Mellon Postdoctoral Fellow
Leonardo Velloso-Lyons is a scholar of early modern literatures, working comparatively between sources in Spanish, Portuguese, Latin, Quechua, and Italian. He received his Ph.D. in Comparative Literature from Stanford University with a focus on literatures and cultures from the early modern Ibero-Atlantic world. He is particularly interested in the relation between literary, historical, and geographic discourses, the writing of global and local histories, the interaction between cartographic objects and literature, and comparative approaches to early modernity from the fields of Transatlantic, Postcolonial, and Decolonial studies. Leonardo’s research has been supported by the Stanford Humanities Center (2020-21), by the Mabelle McLeod Lewis Fund (2021-22), and by the John Carter Brown Library. A proud interdisciplinary scholar from Brazil, Leonardo holds a B.A. and an M.A. in History from the Federal University of Espirito Santo, Vitoria, Brazil, his alma mater, where he studied from 2007 to 2013.

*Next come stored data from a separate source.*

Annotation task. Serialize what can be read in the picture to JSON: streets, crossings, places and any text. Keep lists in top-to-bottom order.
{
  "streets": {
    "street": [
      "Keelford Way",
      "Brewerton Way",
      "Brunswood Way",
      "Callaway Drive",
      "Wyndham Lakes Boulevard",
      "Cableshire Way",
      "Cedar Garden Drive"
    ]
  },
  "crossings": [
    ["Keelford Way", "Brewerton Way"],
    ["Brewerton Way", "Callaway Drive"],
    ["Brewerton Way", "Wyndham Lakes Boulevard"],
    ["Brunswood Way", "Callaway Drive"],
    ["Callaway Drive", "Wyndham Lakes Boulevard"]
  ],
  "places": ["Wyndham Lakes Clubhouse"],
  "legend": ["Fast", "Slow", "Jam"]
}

Specular Histories: Africans, Africa and the Invention of the Hinterlands in the Early Modern Ibero-Atlantic
At Cornell, Leonardo will be working on his first book, provisionally entitled Specular Histories: Africans, Africa and the Hinterlands in the Early Modern Ibero-Atlantic, which shows how early modern historians from the Ibero-Atlantic used knowledge of African peoples and cultures to create a racialized geographic identity—a single idea of “Africanness.” Written in Ecuador, Cape Verde, Granada (Spain), and Peru, all histories Leonardo examines hold within them the same inherent tension: they promise insights into specific peoples and regions, yet can only offer them by means of frequent comparisons with other sites in the increasingly interconnected world. By using methods from literary studies, history, and intellectual history, Leonardo shows how historians developed an idiosyncratic system of mirrors, in which a newly racialized image of Africans and Africa served to elucidate aspects of other peoples and territories in the Spanish and Portuguese empires, even including peripheral regions of the Iberian Peninsula itself. In Specular Histories, Leonardo argues that the work of historians who sought to curb what they perceived as an undesirable African influence on the Spanish and Portuguese imperial project is also an archive that demonstrates how mutually influential these emergent racialized geographic identities were. “Inventing the hinterlands” is the name given to this process whereby historians attempted to domesticate real uncertainties about unfamiliar regions by collapsing the enormous geographic, ethnic, and cultural diversity of the African into a single identity, to then subsequently flatten other identities as well.